Now that summer is in full swing, many Americans are taking advantage of the warmer weather and longer days to enjoy the beach, swim in pools, boat out at sea, or take a road trip.
However, with an increased amount of activities results in a much higher degree of accidents and injuries. Once you are aware of the common dangers associated with summertime, you can avoid spending some time in the hospital.
The following are the most common summer accidents:
- Car accidents – Now that school’s out for the summer, more young people will occupy the roads at a greater rate throughout the day. Unfortunately, more teenagers die in car accidents between Memorial Day and Labor Day compared to any other time of the year.

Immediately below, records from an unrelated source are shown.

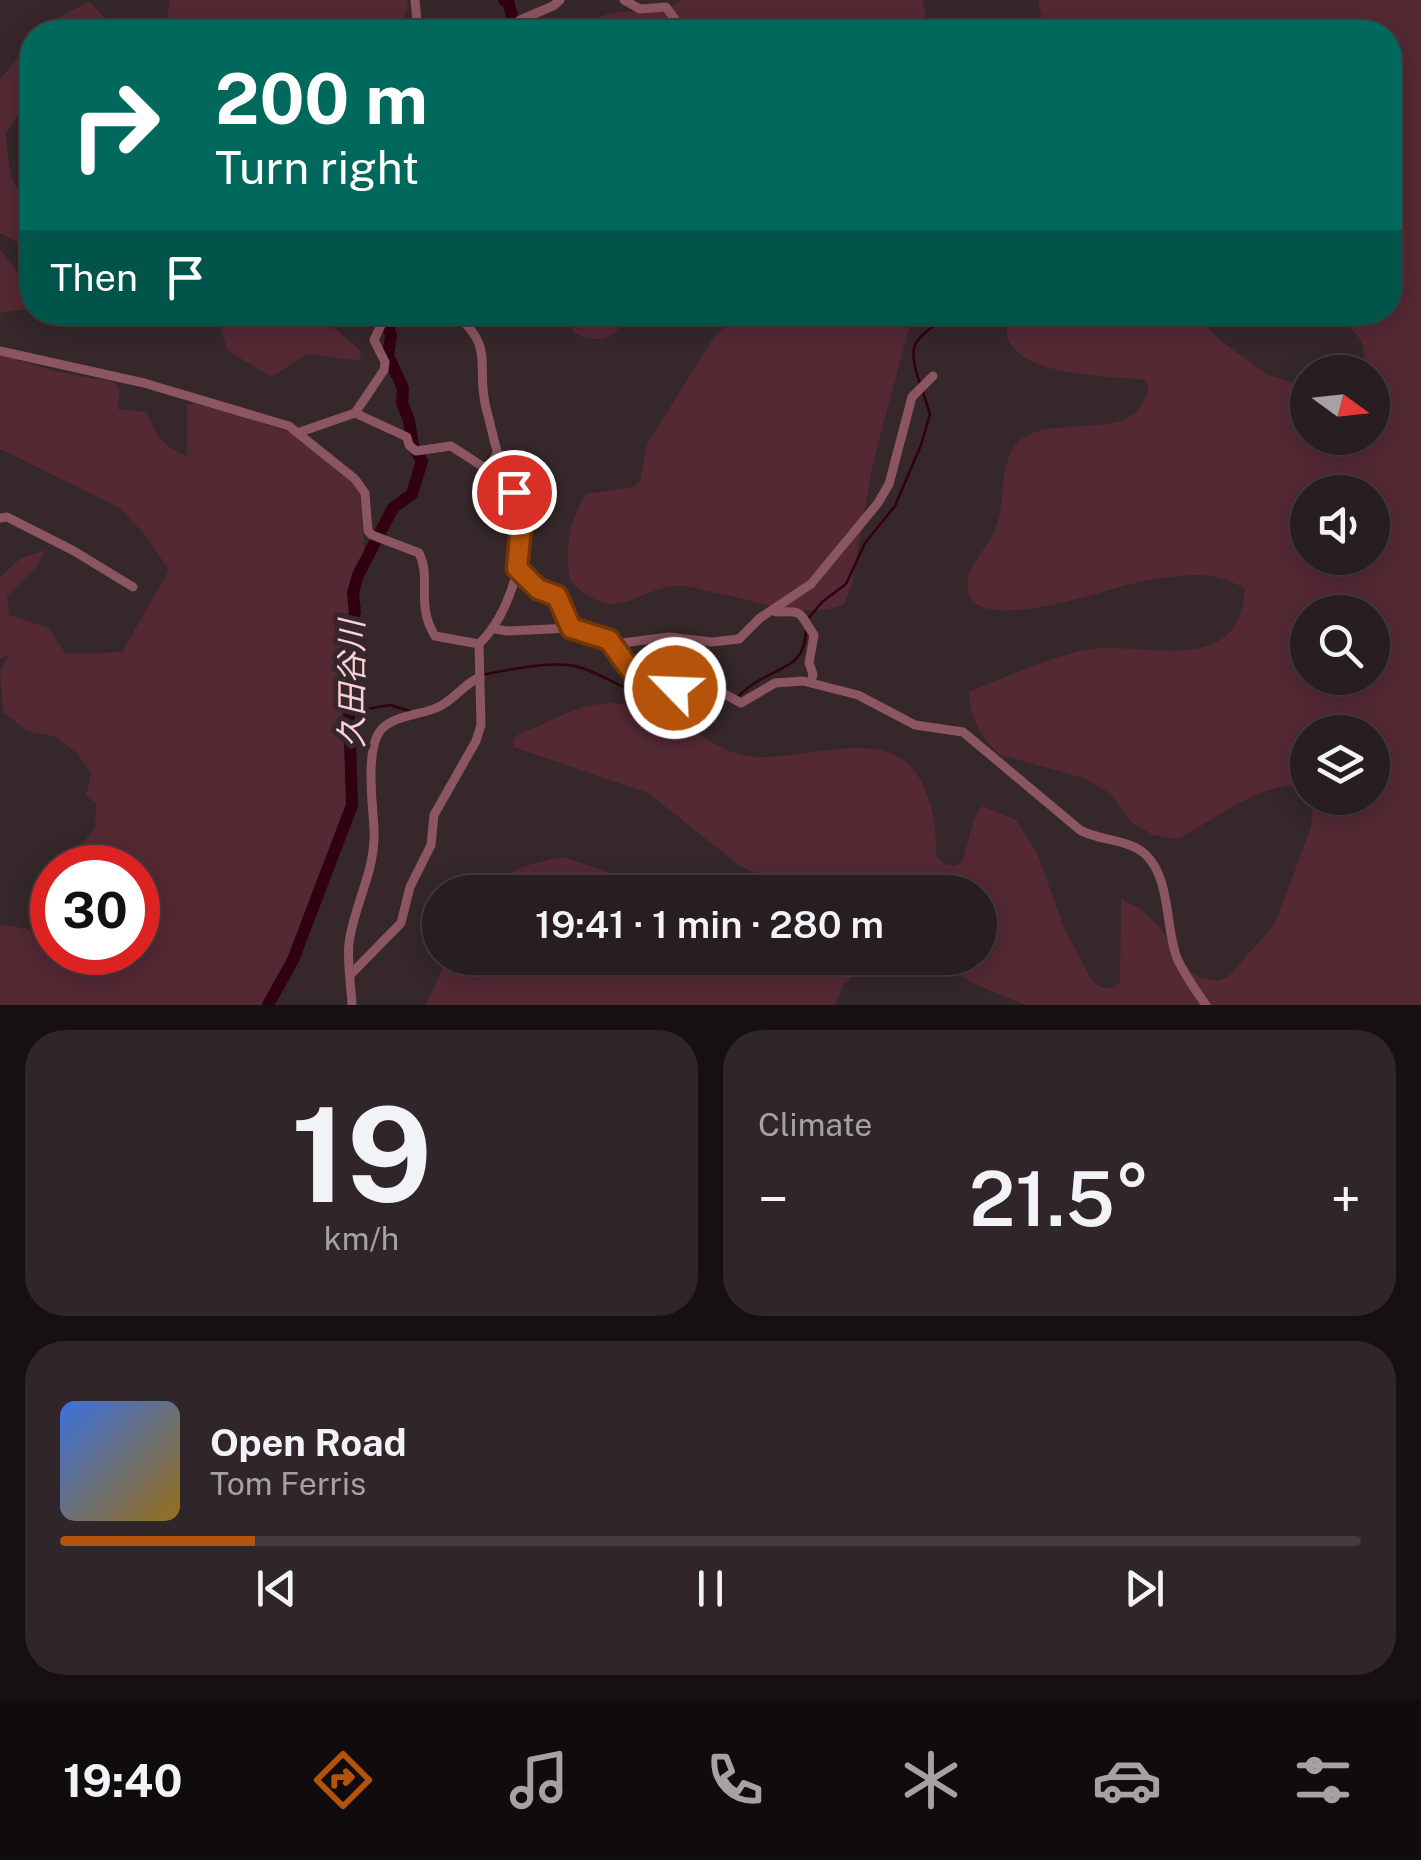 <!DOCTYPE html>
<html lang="en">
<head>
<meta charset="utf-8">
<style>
	body { margin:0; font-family:"Public Sans","Noto Sans JP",sans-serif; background:#302629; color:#f1f3f6; height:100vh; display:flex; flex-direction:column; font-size:38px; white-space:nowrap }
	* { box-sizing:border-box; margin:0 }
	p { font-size:32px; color:#a5a2a5 }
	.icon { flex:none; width:55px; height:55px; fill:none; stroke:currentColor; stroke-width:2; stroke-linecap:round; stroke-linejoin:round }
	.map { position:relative; height:1005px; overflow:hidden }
	.drawer { display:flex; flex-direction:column; gap:25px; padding:25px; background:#161012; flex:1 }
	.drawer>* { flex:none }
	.top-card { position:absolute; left:20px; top:20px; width:1382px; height:305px; border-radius:40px; box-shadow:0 5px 25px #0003,0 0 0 2px #443b3e; background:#00695c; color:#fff; overflow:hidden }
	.needle { width:65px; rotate:105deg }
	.tools { position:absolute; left:1290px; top:355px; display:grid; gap:20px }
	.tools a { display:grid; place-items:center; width:100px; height:100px; border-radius:50%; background:#281d20; box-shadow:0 5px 25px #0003,0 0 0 2px #443b3e; font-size:50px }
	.speed { position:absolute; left:30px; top:845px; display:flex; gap:20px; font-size:50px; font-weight:700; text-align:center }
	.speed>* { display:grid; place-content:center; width:130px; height:130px; border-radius:50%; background:#281d20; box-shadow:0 5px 25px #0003,0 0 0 2px #443b3e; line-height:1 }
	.speed .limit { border:15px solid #d22; background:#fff; color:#111 }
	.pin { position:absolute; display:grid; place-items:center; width:85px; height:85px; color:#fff; margin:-42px; border:5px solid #fff; border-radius:50%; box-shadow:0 2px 10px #0007 }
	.me { position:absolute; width:110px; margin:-55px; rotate:294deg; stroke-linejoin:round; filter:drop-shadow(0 0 8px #0008) }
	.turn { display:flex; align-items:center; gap:35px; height:210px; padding:0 30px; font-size:45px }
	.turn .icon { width:130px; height:130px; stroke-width:2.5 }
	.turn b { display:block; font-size:70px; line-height:85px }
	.then { display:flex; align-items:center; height:95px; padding:0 30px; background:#0003; gap:20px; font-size:38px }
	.big { font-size:75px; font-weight:600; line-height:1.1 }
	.drawer .tile { flex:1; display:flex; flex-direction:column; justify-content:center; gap:15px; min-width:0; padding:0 35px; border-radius:40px; background:#302629 }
	.drawer .dial { align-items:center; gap:0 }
	.dial b { font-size:130px; line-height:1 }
	.song { display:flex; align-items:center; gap:30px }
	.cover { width:120px; height:120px; border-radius:15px; background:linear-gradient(135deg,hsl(220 70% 55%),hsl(40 70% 35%)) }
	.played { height:10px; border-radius:5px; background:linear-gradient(90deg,#b45309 15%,#443b3e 15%) }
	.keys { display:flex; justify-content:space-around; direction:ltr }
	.heat { display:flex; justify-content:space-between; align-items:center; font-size:55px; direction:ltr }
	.drawer .tiles { flex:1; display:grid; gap:25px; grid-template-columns:1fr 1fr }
	.tile:last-child { grid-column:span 2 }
	.trip { position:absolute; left:422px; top:875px; width:575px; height:100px; border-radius:50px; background:#281d20; box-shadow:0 5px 25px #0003,0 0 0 2px #443b3e; font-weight:600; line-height:100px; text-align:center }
	.dock { display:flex; height:160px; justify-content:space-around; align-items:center; background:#100c0d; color:#a5a2a5 }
	.dock .icon { width:70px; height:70px }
	.dock .current { color:#b45309 }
	.dock b { font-size:45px; color:#f1f3f6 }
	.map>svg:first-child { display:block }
	.green { fill:#542934; fill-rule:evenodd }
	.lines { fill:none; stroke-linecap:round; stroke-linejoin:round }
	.stream { stroke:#310011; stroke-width:2.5 }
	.river { stroke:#310011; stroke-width:12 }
	.minor { stroke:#8b5561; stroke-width:9 }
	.route-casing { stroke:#753606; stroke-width:25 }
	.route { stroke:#b45309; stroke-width:18 }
	.labels { text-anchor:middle; stroke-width:10; stroke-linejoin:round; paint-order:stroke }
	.water-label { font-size:32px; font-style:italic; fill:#fed0d9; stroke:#35272a }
</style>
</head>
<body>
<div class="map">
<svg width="1421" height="1005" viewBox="0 0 1421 1005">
	<rect width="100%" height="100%" fill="#35272a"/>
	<g class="green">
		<path d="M170 0H408L407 10 397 32H173L167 16Z"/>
		<path d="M683 0H922L930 32H573C579 28 587 22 594 19 622 6 657 16 683 0Z"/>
		<path d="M1038 0H1421V1005H1026L972 983 938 958H980V892H793L739 865 648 793 513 747 514 739 519 734C544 725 573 707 599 704 624 700 658 712 680 724 699 734 721 750 742 755 797 767 888 718 921 781 933 805 937 829 936 856L945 864 955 866 962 862 974 819 982 806 1016 820 1037 853 1063 925 1092 981 1102 988H1113L1120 982 1121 898 1142 910 1161 929 1183 965 1198 977 1217 981 1228 977 1275 924 1311 827 1313 798H1372V732H1308L1307 791C1275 772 1214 819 1184 836L1175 839 1153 835 1131 822 1111 794 1084 778 1001 755C983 741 968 715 969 692 1007 677 1046 658 1086 650 1144 639 1238 682 1245 589 1232 580 1211 574 1194 575 1172 576 1148 580 1126 585 1099 592 978 635 968 591 963 570 988 548 995 529 1005 506 1000 477 1010 454 1034 400 1141 456 1148 385L1144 380C1107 375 983 378 1011 312L1176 313 1204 324 1221 341 1266 374 1307 387 1308 438H1372V372H1360C1373 345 1354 328 1332 313L1390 312V32H1050L1042 20ZM1308 492H1372V558H1308ZM1308 612H1372V678H1308Z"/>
		<path d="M89 2 106 19 99 32H39L47 23Z"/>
		<path d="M32 41V93L6 133C9 158 6 190 32 201V250L0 233V79Z"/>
		<path d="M0 249 22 278 26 309 0 313Z"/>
		<path d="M217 313H317L361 351 360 361 307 354 271 377 227 350Z"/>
		<path d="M568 313V312L631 313C616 338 600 347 573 332Z"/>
		<path d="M737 313H913L873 463 852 584 844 605C797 620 753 599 707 591 698 589 686 585 676 586 628 592 618 626 570 581 565 547 568 524 586 494L634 487 640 481 647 444 714 337Z"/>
		<path d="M0 354 53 371 114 382 120 389 117 409 147 412C155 436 163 446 187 456V405L201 402 299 436 359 487 365 557 353 587 352 613 345 640 357 705 355 763 342 838 322 899 264 1005H0V924L27 929 52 947V952H138V868L79 867 75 853 95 827 96 803 86 795 91 774 77 753 56 737 27 731 3 712 0 671 10 654 0 659V577L21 558 46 550 37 566 7 596 9 615 48 628 66 654 122 652 169 570 146 536 120 508 0 449Z"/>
		<path d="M563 857 617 875 631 892H484C504 870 535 862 563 857Z"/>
		<path d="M447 958H871L844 985 835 1005H426Z"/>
	</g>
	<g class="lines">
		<g class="stream">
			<path d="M920 384C903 334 921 342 948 312"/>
			<path d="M808 619 822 602 846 584 865 543 895 506 921 445 930 414 923 392"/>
			<path d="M481 675C510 670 545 661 575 666 589 669 599 675 611 681 655 703 677 705 725 699"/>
			<path d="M737 697C744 692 750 685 758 681 782 666 805 666 806 631"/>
			<path d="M349 712 390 705 410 711"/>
		</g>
		<g class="river">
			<path d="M504 0 508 1 516 32"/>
			<path d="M268 1005 293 960 352 805 349 712 354 664 347 638 355 612 353 593 358 575 393 508 412 494 422 461 413 446 409 420 402 403 403 388 388 356 391 336 383 312"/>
		</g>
		<g class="minor">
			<path d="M415 0 418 32"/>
			<path d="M624 0 640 9 666 7 684 32"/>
			<path d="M522 32 520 20 553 6 560 0"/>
			<path d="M0 351 144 383 289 426 355 479 365 493 368 531 372 535 419 553C432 578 415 604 435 636L479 644"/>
			<path d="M355 413 407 437 409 445 416 451 451 446 488 470 497 453"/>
			<path d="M300 432 355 413 384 370 385 362 374 340 383 321 430 312"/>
			<path d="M0 518 7 517 74 551 133 587"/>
			<path d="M517 568 538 589 557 596 571 628"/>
			<path d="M776 612C804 611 798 611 814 635L809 663 813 674 811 682"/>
			<path d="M495 629 507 631 571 628 615 644 669 637 712 642 739 639 760 618 811 584 878 503 889 484 912 397 933 376"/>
			<path d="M615 644 630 669 659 686 723 693 741 703 775 683 803 681 858 695 915 725 963 732 1080 830C1099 841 1129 839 1145 854 1171 878 1165 927 1177 958 1184 974 1196 991 1206 1005"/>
			<path d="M351 974 401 923 410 887 431 845 434 815 476 741 481 725 479 644C509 615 529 551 521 509 517 492 506 476 500 460 494 444 491 425 486 408 475 363 497 348 453 312"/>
			<path d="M352 1005C351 985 347 963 349 943 354 905 376 870 374 830 373 805 365 752 380 731 391 716 420 715 436 708 453 702 463 684 480 677"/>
		</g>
	</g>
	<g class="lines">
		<g class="route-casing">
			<path id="route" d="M514 492 522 516 517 568 538 589 557 596 571 628 609 640 630 669 659 686 675 688"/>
		</g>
		<use href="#route" class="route"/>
	</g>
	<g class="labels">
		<g class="water-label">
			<text transform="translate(352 684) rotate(-90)" y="11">久田谷川</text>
		</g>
	</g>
</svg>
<div class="tools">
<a><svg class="needle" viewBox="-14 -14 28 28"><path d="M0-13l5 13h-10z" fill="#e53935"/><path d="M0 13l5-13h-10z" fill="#a5a2a5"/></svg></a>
<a><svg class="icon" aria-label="sound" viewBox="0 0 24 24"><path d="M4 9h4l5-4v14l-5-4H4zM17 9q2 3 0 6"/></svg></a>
<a><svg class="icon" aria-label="search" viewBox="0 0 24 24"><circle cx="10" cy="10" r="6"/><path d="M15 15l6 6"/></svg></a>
<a><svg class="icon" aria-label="layers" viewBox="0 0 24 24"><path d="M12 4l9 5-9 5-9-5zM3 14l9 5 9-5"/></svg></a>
</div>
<div class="speed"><div class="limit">30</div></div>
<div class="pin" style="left:514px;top:492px;background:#d93025"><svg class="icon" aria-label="arrive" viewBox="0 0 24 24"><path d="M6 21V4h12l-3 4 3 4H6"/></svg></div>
<svg class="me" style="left:675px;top:688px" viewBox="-20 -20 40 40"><circle r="17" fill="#b45309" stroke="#fff" stroke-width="3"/><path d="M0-11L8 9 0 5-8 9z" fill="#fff"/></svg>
<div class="trip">19:41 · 1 min · 280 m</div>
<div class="top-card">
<div class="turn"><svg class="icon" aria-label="right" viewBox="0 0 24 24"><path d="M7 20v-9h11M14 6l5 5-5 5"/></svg><div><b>200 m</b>Turn right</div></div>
<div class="then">Then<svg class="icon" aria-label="arrive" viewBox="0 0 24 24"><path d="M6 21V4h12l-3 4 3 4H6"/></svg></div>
</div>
</div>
<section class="drawer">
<div class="tiles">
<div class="tile dial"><b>19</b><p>km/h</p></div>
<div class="tile"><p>Climate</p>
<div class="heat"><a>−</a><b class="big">21.5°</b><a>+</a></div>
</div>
<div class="tile">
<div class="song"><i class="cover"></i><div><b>Open Road</b><p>Tom Ferris</p></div></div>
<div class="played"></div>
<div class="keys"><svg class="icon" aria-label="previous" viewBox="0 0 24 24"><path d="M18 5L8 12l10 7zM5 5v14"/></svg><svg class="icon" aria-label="pause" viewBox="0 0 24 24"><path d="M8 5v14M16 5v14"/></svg><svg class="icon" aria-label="next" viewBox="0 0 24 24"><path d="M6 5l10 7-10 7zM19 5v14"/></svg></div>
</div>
</div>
</section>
<nav class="dock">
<b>19:40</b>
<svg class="icon current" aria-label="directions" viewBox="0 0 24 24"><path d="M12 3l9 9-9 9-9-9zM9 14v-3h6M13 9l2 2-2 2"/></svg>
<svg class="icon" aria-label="music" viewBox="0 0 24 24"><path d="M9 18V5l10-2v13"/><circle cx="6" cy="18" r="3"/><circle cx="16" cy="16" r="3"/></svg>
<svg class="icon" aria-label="phone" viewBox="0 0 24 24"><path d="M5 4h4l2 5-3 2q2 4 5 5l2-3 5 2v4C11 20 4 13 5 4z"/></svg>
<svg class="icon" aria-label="climate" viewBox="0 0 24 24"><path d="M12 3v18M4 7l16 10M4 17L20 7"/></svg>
<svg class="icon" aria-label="car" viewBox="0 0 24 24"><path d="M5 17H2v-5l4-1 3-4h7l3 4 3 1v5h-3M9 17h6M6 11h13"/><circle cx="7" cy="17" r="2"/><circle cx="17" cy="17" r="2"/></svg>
<svg class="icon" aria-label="filters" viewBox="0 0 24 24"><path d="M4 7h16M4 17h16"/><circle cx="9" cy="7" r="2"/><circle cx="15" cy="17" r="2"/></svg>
</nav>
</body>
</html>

If you have a teenage child who is licensed, discuss the dangers of distracted driving and driving with too many passengers. Ensure they follow the rules of the road and limit trips to only important tasks.
- Boating accidents – Thousands of boating accidents occur every year in this country, resulting in nearly 1,000 deaths annually. Boating accidents are often caused by operator error, operator inexperience, intoxicated boating, and excessive speeds. Adults and children should wear life jackets, while operators should be well-versed in the laws and experience in operating a vessel.
- Swimming accidents – Adults and children often spend a lot of time near or in a swimming pool during the summer to beat the heat. All swimmers must be aware of the rules around the pool before jumping in. Adults should supervise any children that are with them at all times–even if they are experienced swimmers.
- Bike accidents – Whether you’re riding a motorcycle or a bicycle, bike accidents are typically severe and fatal in nature. Adults and children should always wear a helmet. In fact, wearing a helmet will reduce the chance of a head injury by 85 percent.
- Heat-related injuries – From sunburns to dehydration, being out in the sun for long periods of time can do a number on your body. The sun can cause burn injuries serious enough to require medical attention and increases the risk of skin cancer. Heatstroke is the most severe form of dehydration. Either wear sunscreen or protective clothing and always seek shade whenever you have the chance. Drink plenty of fluids and try to schedule the most vigorous outdoor activities during times when the heat isn’t as intense, such as early morning or late afternoon.